Ermöglicht hat diesen Durchbruch ein Friedensplan von US-Präsident Donald Trump, der in der ersten Phase auch einen teilweisen Rückzug der israelischen Truppen aus dem Gazastreifen und Hilfslieferungen für die notleidende Zivilbevölkerung vorsieht.

Große Freude auch in Gaza: Viele Palästinenser haben kein Zuhause mehr und weder Strom noch Internet. Dass es Hoffnung auf Frieden gibt, erfuhren viele erst von den Reportern.
Für Bundesaußenminister Johann Wadephul (CDU) könnte der Plan das Leiden in Gaza endlich beenden. "Aber genauso erlaubt er eine Perspektive eigenständiger palästinensischer Staatlichkeit und einer Verantwortungsübernahme im Gazastreifen durch die Palästinensische Behörde, die Perspektive auf eine Zweistaatenlösung, für die wir uns weiter einsetzen", sagte er am Mittwoch in einer von Union und SPD anberaumten Aktuellen Stunde.
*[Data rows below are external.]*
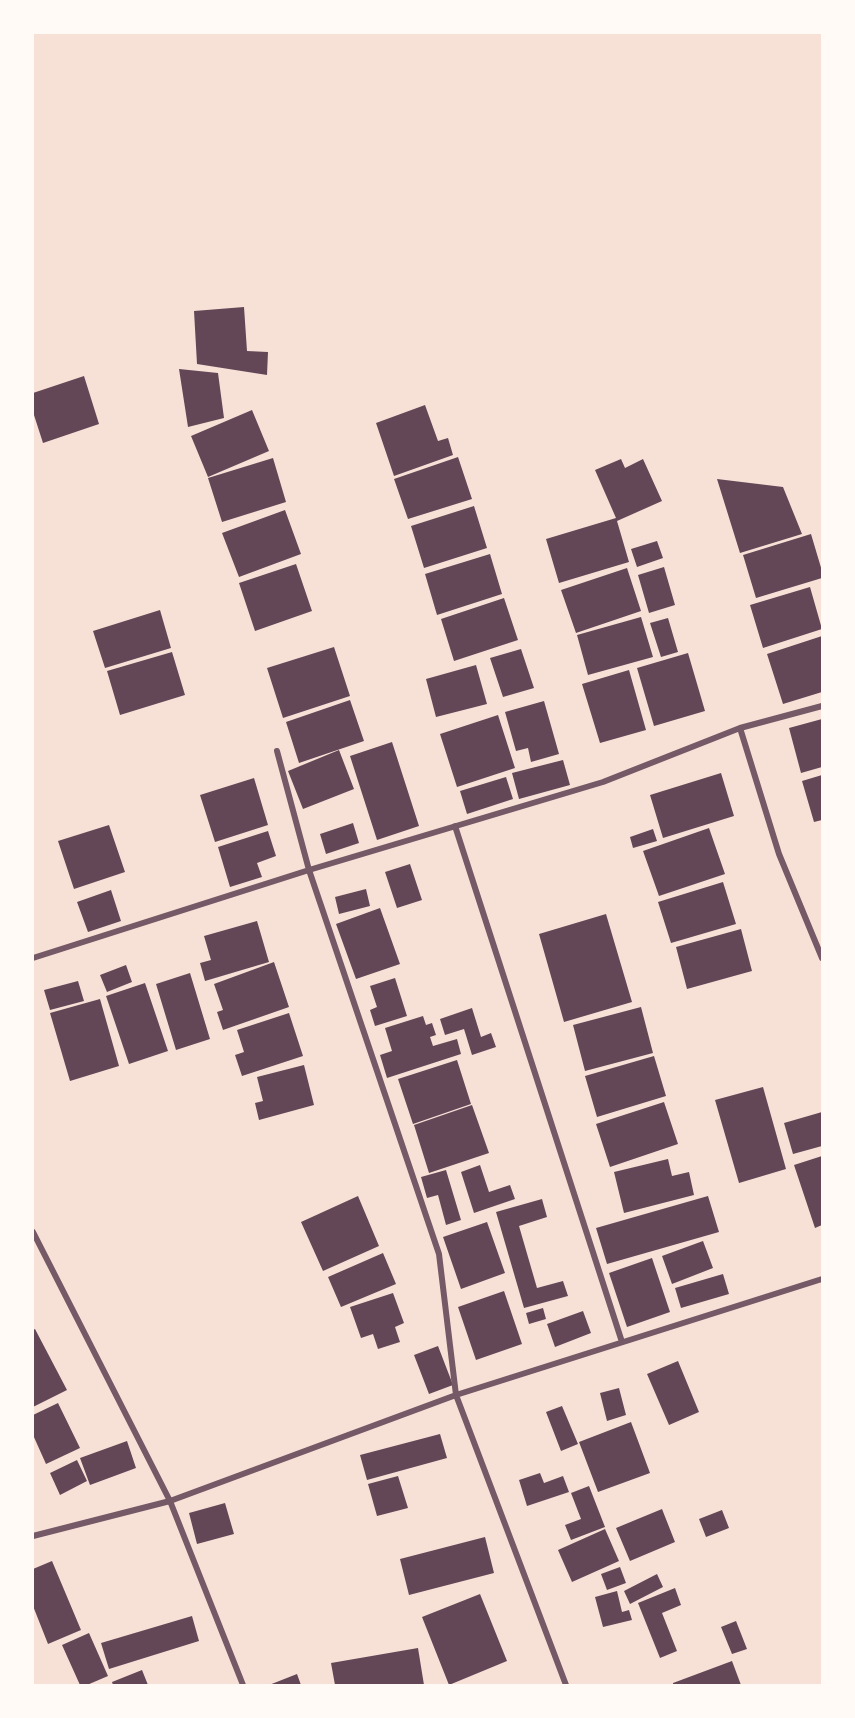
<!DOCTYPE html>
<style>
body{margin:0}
#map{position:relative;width:855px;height:1718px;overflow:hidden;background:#f7e1d7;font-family:"Sofia Sans Condensed",sans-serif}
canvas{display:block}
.frame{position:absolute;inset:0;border:34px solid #fffaf5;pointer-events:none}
</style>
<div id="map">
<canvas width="855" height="1718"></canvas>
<div class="frame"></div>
</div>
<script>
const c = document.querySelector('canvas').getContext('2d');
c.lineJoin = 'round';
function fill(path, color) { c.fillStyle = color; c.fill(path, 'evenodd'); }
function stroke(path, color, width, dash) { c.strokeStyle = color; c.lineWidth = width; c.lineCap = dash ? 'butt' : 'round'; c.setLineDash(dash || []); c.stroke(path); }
fill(new Path2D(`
 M244 307 247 351 268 352 267 375 197 364 194 311Z
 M179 369 218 373 224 418 188 427Z
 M84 376 99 424 43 443 33 412V393Z
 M425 405 438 441 448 438 453 455 394 476 376 423Z
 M252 410 269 451 208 477 191 436Z
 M458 457 472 499 408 519 394 479Z
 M273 458 286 502 222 522 208 478Z
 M621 459 625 468 643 459 662 501 617 521 629 562 559 583 546 539 616 518 595 470Z
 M717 479 783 487 802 534 740 553Z
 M474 506 487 548 424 568 411 526Z
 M285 510 301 554 239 577 222 533Z
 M811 534 822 571V578L756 598 743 555Z
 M657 541 663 558 637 567 631 549Z
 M490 554 502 594 437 615 425 574Z
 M296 564 312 611 255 631 239 583Z
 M664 567 675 605 649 613 638 575Z
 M627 568 641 611 576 633 561 590Z
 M810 587 822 629 763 648 750 605Z
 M504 598 518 640 454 661 441 619Z
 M160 610 171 648 105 668 93 631Z
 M641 617 653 657 588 675 577 635Z
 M668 618 678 652 661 657 650 623Z
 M822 636V692L783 704 767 654Z
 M334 647 350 696 283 718 267 668Z
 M521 649 534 688 503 697 490 658Z
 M172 652 185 695 120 715 107 671Z
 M688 653 705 711 654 726 637 668Z
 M476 665 487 704 436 717 426 679Z
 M629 670 646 730 600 743 582 684Z
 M350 700 364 741 299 763 286 722Z
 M544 701 559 754 531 762 528 748 516 751 505 712Z
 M498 715 515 768 457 787 440 734Z
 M822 719V767L801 773 789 728Z
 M392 742 419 826 377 840 350 756Z
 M339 750 354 789 303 809 288 771Z
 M563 760 570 785 519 799 512 773Z
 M721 773 734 816 663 838 650 795Z
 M822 775V820L814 822 802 781Z
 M506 777 513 799 467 814 460 791Z
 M254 778 268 825 215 842 200 795Z
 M353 823 359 843 326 854 320 834Z
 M109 825 125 872 74 889 58 841Z
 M709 828 725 874 659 896 643 851Z
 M653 829 657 841 633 848 630 837Z
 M268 831 276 856 257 863 262 877 230 887 218 847Z
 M410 864 422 900 397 908 385 872Z
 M723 882 736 924 671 943 658 902Z
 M366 889 370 906 339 914 335 897Z
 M111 890 121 921 88 932 77 902Z
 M380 908 400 964 356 979 336 924Z
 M606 914 632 1002 564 1022 539 934Z
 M257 921 269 962 205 981 200 963 211 960 204 936Z
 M741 929 752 971 687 989 676 947Z
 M274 962 289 1007 223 1030 217 1012 223 1010 214 984Z
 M126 965 132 982 107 992 100 975Z
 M190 973 210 1039 176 1050 156 984Z
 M395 978 407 1016 375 1026 370 1010 377 1007 370 986Z
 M78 981 84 1001 50 1010 44 990Z
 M145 983 168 1051 129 1064 106 996Z
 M100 999 119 1066 70 1081 50 1013Z
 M641 1007 653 1053 585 1071 573 1025Z
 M472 1008 481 1037 491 1033 496 1047 472 1055 464 1029 445 1035 440 1019Z
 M289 1013 303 1056 242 1076 235 1055 244 1052 237 1030Z
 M423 1016 426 1025 432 1023 436 1035 430 1037 433 1046 457 1039 461 1054 387 1078 380 1055 392 1051 385 1028Z
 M654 1056 666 1096 597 1117 585 1076Z
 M457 1060 471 1104 413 1124 398 1079Z
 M304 1065 314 1105 259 1120 255 1103 263 1101 257 1077Z
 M763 1087 786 1169 739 1183 715 1100Z
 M664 1102 678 1144 610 1167 596 1124Z
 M472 1105 489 1153 429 1173 414 1125Z
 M822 1112V1146L793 1154 784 1123Z
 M822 1156V1225L815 1228 794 1165Z
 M668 1159 672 1176 689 1172 694 1195 624 1213 614 1172Z
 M480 1165 489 1192 510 1185 515 1199 474 1213 461 1172Z
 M446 1170 461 1220 446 1225 438 1195 427 1198 421 1177Z
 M358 1196 379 1246 323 1271 301 1222Z
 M708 1196 719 1232 607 1264 596 1228Z
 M542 1199 547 1217 519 1226 537 1288 563 1281 568 1296 524 1308 496 1212Z
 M487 1222 505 1273 461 1289 443 1237Z
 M703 1241 713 1268 672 1284 662 1256Z
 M383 1253 396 1284 341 1307 328 1277Z
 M652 1258 670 1312 627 1327 609 1273Z
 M723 1274 729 1294 681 1308 675 1288Z
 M504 1291 522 1344 476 1360 458 1307Z
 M393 1293 404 1323 395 1327 400 1342 378 1349 373 1334 361 1338 350 1307Z
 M543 1308 546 1319 529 1324 526 1313Z
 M583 1311 591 1333 555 1347 547 1324Z
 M35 1329 67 1390 33 1407V1330Z
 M438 1346 453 1385 429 1394 414 1355Z
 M678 1361 699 1412 669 1425 647 1374Z
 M619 1388 626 1415 607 1421 600 1393Z
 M58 1403 80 1448 46 1464 33 1435V1415Z
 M562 1406 578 1444 561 1451 546 1412Z
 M631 1422 650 1473 598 1492 579 1442Z
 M440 1434 447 1458 367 1480 360 1455Z
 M127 1441 136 1468 90 1485 80 1458Z
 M77 1460 87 1481 60 1495 50 1473Z
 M540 1473 544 1483 563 1476 569 1492 527 1506 519 1480Z
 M398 1476 408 1508 377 1516 368 1484Z
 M589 1486 605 1527 571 1540 565 1525 581 1519 571 1493Z
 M225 1503 234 1534 197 1544 189 1513Z
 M662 1509 675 1542 630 1561 616 1528Z
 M722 1510 729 1528 706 1537 699 1519Z
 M605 1529 619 1561 572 1582 558 1550Z
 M485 1537 494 1573 409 1595 400 1559Z
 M52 1561 81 1630 48 1644 33 1606V1569Z
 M620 1567 626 1583 607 1590 601 1574Z
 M657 1574 663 1587 630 1604 624 1591Z
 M675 1588 681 1605 662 1613 677 1651 660 1658 638 1603Z
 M617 1591 622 1612 629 1610 632 1620 603 1627 595 1597Z
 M480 1594 507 1661 449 1685 422 1617Z
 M192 1616 199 1641 109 1669 101 1643Z
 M736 1621 747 1649 732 1654 721 1627Z
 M89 1633 108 1676 87 1685H80L62 1645Z
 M418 1648 424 1685H335L331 1663Z
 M732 1661 741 1685H673V1683Z
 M142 1670 148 1685H113L112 1682Z
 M297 1674 301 1685H269Z`), '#644757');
stroke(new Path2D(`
 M740 728 779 854 822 958
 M277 751 309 870 439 1254 456 1395 566 1685
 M455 826 622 1342
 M33 958 309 870 603 782 740 728 822 706
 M33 1232 170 1501 243 1685
 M33 1536 170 1501 456 1395 822 1279`), '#755966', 6);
</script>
Die Bundesregierung werde bei der Stabilisierung, bei Wiederaufbau und humanitärer Hilfe unterstützen, sicherte er zu.
Bundesregierung: Wiederaufbau Gazas wird vorbereitet
Entwicklungsministerin Reem Alabali Radovan (SPD) betonte, der Wiederaufbau Gazas werde schon jetzt vorbereitet. Sie sei dazu bereits mit Ägypten, den palästinensischen Behörden und den Vereinten Nationen in Gesprächen. Die Chance, die der Plan biete, dürfe nicht vertan werden, mahnte sie. “Jeder Tag des Krieges, der Gewalt, des Leids kostet Leben, und das muss sofort aufhören.”
Der Trump-Plan auf einen Blick
✌️ Der von US-Präsident Donald Trump vorgelegte Friedensplan sieht im ersten Schritt eine Waffenruhe vor.
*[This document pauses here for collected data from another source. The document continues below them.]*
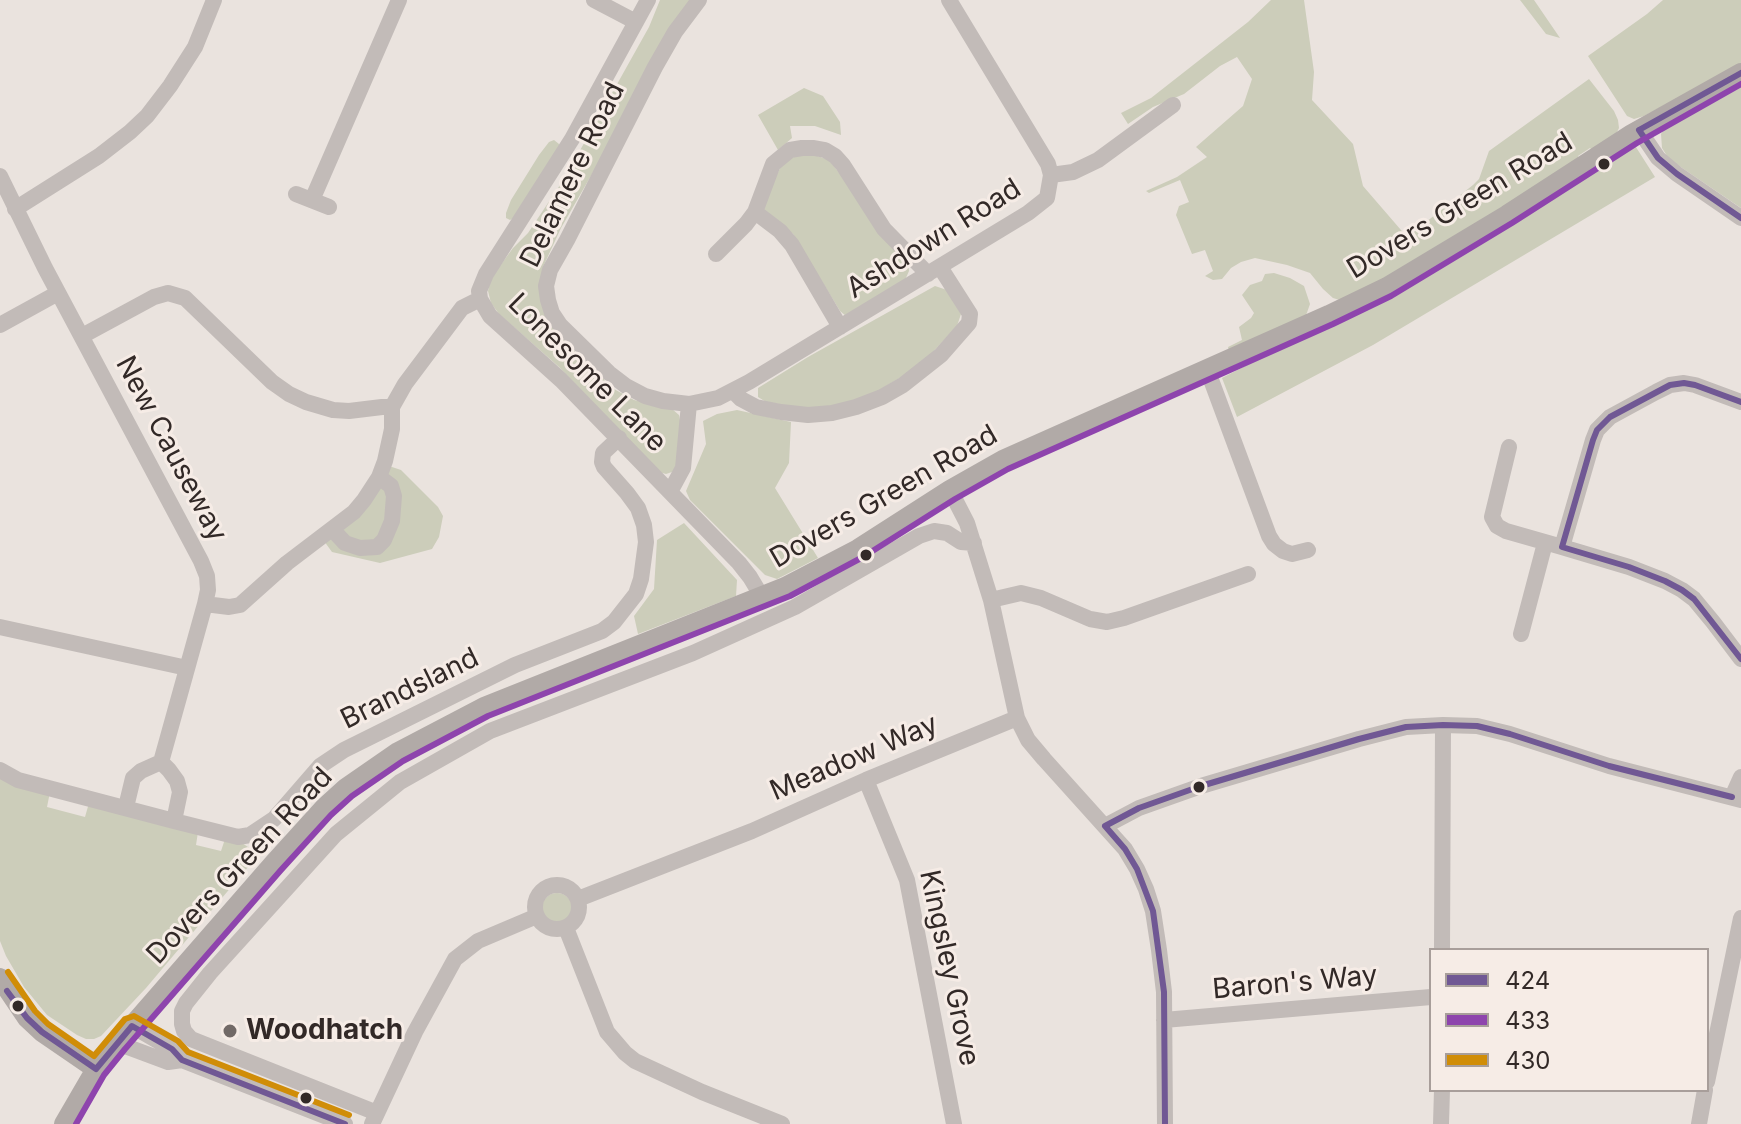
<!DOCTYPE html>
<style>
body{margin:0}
#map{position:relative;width:1741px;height:1124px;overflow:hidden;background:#eae3de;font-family:Inter,sans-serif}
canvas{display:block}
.legend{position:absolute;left:1429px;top:948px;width:280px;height:144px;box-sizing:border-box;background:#f6ece6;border:2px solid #a89e9a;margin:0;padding:10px 14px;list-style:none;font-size:24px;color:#322927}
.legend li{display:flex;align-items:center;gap:16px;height:40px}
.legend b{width:40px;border:2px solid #a89e9a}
</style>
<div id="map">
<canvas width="1741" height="1124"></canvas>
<ul class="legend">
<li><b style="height:10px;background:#705894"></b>424</li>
<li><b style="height:10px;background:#8e44ad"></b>433</li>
<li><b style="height:10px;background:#d08d08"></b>430</li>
</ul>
</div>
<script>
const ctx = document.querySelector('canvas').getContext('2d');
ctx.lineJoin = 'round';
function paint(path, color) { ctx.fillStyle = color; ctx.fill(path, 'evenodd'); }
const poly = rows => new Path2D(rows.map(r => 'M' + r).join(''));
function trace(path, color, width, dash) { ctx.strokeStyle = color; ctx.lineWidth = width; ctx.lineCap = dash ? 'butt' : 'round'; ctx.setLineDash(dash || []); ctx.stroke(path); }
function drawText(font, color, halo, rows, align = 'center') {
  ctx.font = font + ' Inter,sans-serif'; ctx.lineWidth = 6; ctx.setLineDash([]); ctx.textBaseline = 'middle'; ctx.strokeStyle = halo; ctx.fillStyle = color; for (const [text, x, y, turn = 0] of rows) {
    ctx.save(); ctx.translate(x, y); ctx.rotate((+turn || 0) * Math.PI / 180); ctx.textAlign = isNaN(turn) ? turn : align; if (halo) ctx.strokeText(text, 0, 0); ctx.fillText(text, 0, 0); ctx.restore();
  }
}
paint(poly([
 [660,0,692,0,561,228,543,267,549,322,575,351,614,389,634,400,672,409,679,415,681,424,677,467,672,472,666,474,659,472,559,367,499,314,491,303,488,291,491,278,513,248,528,233,564,179,649,27],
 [1271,0,1304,0,1314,72,1312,100,1353,144,1363,186,1407,237,1473,185,1479,179,1489,151,1589,79,1614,111,1618,120,1619,128,1616,134,1593,151,1590,148,1578,156,1580,160,1445,245,1343,301,1333,298,1323,289,1310,273,1287,265,1255,258,1241,262,1231,268,1222,279,1213,280,1205,276,1213,271,1205,250,1192,254,1176,215,1179,206,1189,202,1180,180,1149,193,1146,191,1177,177,1207,157,1196,147,1243,106,1252,79,1237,57,1220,66,1184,94,1153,107,1128,124,1121,113,1151,98,1248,22],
 [1520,0,1534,0,1560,38,1546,34],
 [1663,0,1741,0,1741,64,1644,116,1634,119,1627,116,1588,56,1647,14],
 [1741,85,1741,208,1669,159,1662,148,1661,134,1666,126],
 [804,88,823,96,840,122,841,135,815,126,790,126,792,138,778,150,758,115],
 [554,140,559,144,559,149,515,217,510,220,506,218,506,213,511,200,539,155,549,142],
 [1634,144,1655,177,1373,345,1237,417,1222,378,1479,245],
 [800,154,812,154,829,160,908,260,909,271,905,280,846,316,840,311,793,234,764,212,764,203,780,168,787,160],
 [1274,273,1290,278,1304,286,1310,304,1304,321,1230,355,1228,347,1242,340,1239,327,1251,318,1254,313,1242,295,1250,285,1262,281,1265,274],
 [935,286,947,290,961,314,957,326,932,353,903,376,866,398,837,406,810,409,766,402,758,397,758,388,808,357],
 [737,410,791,422,789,463,775,488,818,558,777,579,765,575,690,500,686,491,706,444,703,421,717,414],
 [389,466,401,470,438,507,443,516,439,537,432,549,380,563,332,552,324,541],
 [684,523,737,580,736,596,638,634,634,616,654,589,657,540],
 [0,777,50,792,47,807,85,817,89,803,198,832,196,845,221,851,225,839,242,843,254,851,254,860,146,988,101,1036,94,1039,86,1039,77,1035,47,1015,24,987,6,956,0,941],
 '542 908a15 15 0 1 1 30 0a15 15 0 1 1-30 0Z'
]), '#cccdba');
trace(poly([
 [594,0,636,22],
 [648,0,572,139,486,274,479,291,480,299,490,316,561,380,739,563,750,577,762,597],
 [699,0,675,32,655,67,567,240,550,270,546,286,548,300,552,313,560,325,609,373,626,386,645,396,663,401,689,404,718,398,749,382,1028,213,1047,198,1051,175,1048,164,949,0],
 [1639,130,1658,158,1677,174,1741,218],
 [1051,175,1073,172,1098,160,1173,105],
 [0,176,45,268,201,561,207,576,208,590,205,604,161,762],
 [296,194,329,207],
 [312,200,399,0],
 [15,209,99,156,130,132,147,116,170,86,195,47,214,0],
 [716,254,746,224,755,212],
 [0,325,58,293],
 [840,327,792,245,780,231,755,212,773,164,790,150,802,148,814,148,825,150,835,156,843,165,884,229,928,274],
 [82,336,154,297,168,293,185,298,272,382,289,394,306,402,333,410,349,411,382,407,392,407],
 [1207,369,1269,536,1274,544,1283,551,1292,554,1308,550],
 [733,391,741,399,756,407,781,412,808,415,832,413,856,407,882,397,903,385,941,355,969,323,970,314,940,267],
 [1741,402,1695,385,1684,383,1670,385,1656,392,1610,417,1597,430,1593,440,1562,547,1629,567,1665,581,1682,590,1694,599,1713,622,1741,659],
 [1509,447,1492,517,1497,526,1506,531,1562,547],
 [950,490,967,523,991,600,1017,718,1028,740,1044,759,1125,849,1137,869,1146,889,1153,911,1159,950,1164,992,1165,1124],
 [670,492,683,468,689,404],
 [332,529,345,543,360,548,377,547,384,540,392,521,394,496,391,486,379,477],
 [991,600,1021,593,1041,598,1090,619,1107,622,1124,618,1248,574],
 [205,604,229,607,240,605,287,563,354,512,364,500,379,477,385,461,392,429,392,407,405,384,462,308,480,299],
 [0,627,187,668],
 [1521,634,1545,543],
 [0,770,18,780,174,821,238,837,250,835,274,819,320,766,344,750,515,665,602,631,614,622,636,594,641,579,646,542,644,525,638,508,627,493,604,467,602,462,603,453,619,438],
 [866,780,907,880,954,1124],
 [1732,797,1741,777],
 [126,807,133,778,141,771,161,762,169,770,177,781,180,792,174,821],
 [1105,826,1139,808,1201,786,1359,739,1406,727,1443,725,1477,726,1510,734,1609,766,1741,800],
 '535 907a22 22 0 1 1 44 0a22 22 0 1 1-44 0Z',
 [578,899,752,831,866,780,1017,718],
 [566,928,607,1032,625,1053,635,1061,702,1092,782,1124],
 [1442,950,1443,725],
 [1164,1020,1431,997],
 [132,1026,172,1049,182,1060],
 [117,1043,168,1062,182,1060,345,1124],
 [1707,1082,1741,918],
 [377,1113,191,1039,184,1031,182,1024,182,1011,186,1003,210,973,336,834,400,782,490,731,693,653,795,607,919,536,934,531,947,533,961,542,974,543],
 [372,1124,415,1032,455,959,478,941,537,916],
 [1441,1124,1442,1090],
 [1699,1124,1705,1090]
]), '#c2bbb8', 16);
trace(poly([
 [0,978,27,1018,42,1032,96,1069],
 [64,1124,96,1069,117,1043,274,863,324,808,346,788,398,752,484,707,785,587,858,549,950,490,1003,460,1329,315,1387,287,1507,215,1632,134,1741,73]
]), '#b1aaa7', 20);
trace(poly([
 [1639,130,1658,158,1677,174,1741,218],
 [1639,130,1741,73],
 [1741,402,1695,385,1684,383,1670,385,1610,417,1597,430,1593,440,1562,547,1629,567,1665,581,1682,590,1694,599,1741,659],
 [1105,826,1139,808,1201,786,1359,739,1406,727,1443,725,1477,726,1510,734,1609,766,1732,797],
 [1105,826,1125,849,1137,869,1153,911,1164,992,1165,1124],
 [7,991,27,1018,42,1032,96,1069],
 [96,1069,132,1026,172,1049,182,1060,345,1124]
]), '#705894', 6);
trace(poly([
 [76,1124,104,1075,125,1049,281,870,331,815,352,796,403,761,488,716,790,596,863,557,955,499,1008,469,1333,324,1391,296,1512,223,1637,143,1741,84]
]), '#8e44ad', 6);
trace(poly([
 [8,972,35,1011,48,1024,94,1056,125,1019,134,1016,178,1041,188,1052,349,1115]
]), '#d08d08', 6);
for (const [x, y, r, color] of [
 [1604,164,7,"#322927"],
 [866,555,7,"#322927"],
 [1199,787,7,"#322927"],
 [18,1006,7,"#322927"],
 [230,1031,8,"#726a67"],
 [306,1098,7,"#322927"]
]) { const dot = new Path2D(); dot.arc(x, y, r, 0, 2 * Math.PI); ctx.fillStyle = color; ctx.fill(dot); trace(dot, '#f6ece6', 3); }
drawText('28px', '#322927', '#f6ece6', [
 ["Delamere Road",573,175,-64],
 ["Dovers Green Road",1460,206,-31],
 ["Ashdown Road",934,239,-32],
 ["Lonesome Lane",587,373,45],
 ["New Causeway",171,449,62],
 ["Dovers Green Road",884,497,-30],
 ["Brandsland",410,689,-26],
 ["Meadow Way",854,758,-23],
 ["Dovers Green Road",240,866,-47],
 ["Kingsley Grove",949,968,78],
 ["Baron's Way",1295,983,-5]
]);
drawText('bold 28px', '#322927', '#f6ece6', [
 ["Woodhatch",246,1031]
], 'left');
</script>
🏡 Alle 48 Geiseln sollen binnen 72 Stunden freikommen oder ihre Leichen überführt werden. Israel soll dafür rund 2.000 palästinensische Häftlinge freilassen.
🤝Danach wird über den vollständigen Rückzug Israels aus Gaza, eine internationale Stabilisierungstruppe und eine Übergangsregierung palästinensischer Technokraten unter internationaler Aufsicht verhandelt.
Markus Frohnmaier (AfD) nannte es Trumps Verdienst, dass eine "Massenmigration aus Gaza" verhindert werden konnte. Der US-Präsident habe damit mehr für deutsche Interessen getan als die Bundesregierung. Darüber, dass sie neben der Ukraine auch noch Gaza wiederaufbauen wolle, könne er angesichts der Wirtschaftslage in Deutschland nur den Kopf schütteln, sagte er.
Katharina Dröge (Bündnis 90/Grüne) betonte, ein Friedensprozess, der zu einer Zweistaatenlösung führe, sei der "einzige Weg für Sicherheit und Frieden für alle Menschen in der Region". Jan van Aken (Die Linke) rief die Bundesregierung auf, wirtschaftlich Druck auf Israel auszuüben, um tatsächlich einen dauerhaften Frieden zu erreichen. Bisher seien die Rechtsextremen in der Regierung nicht dazu bereit, urteilte er.
Palästinenser in Gaza hoffen, nach Hause zurückkehren zu können
Bilder der Nachrichtenagentur AP zeigten am Donnerstag auch in Gaza jubelnde Menschen. Viele haben kein Zuhause mehr und weder Strom noch Internet. Dass es Hoffnung auf Frieden gibt, erfuhren viele erst von den Reportern. "Wir bitten Gott, dass wir in unsere Häuser zurückkehren können", sagte ein Mann. Doch der brachiale Krieg Israels gegen die Hamas hat den Küstenstreifen weitgehend zerstört. Laut palästinensischem Gesundheitsministerium sind insgesamt mehr als 66.000 Palästinenser im Krieg getötet worden, darunter 20.000 Kinder.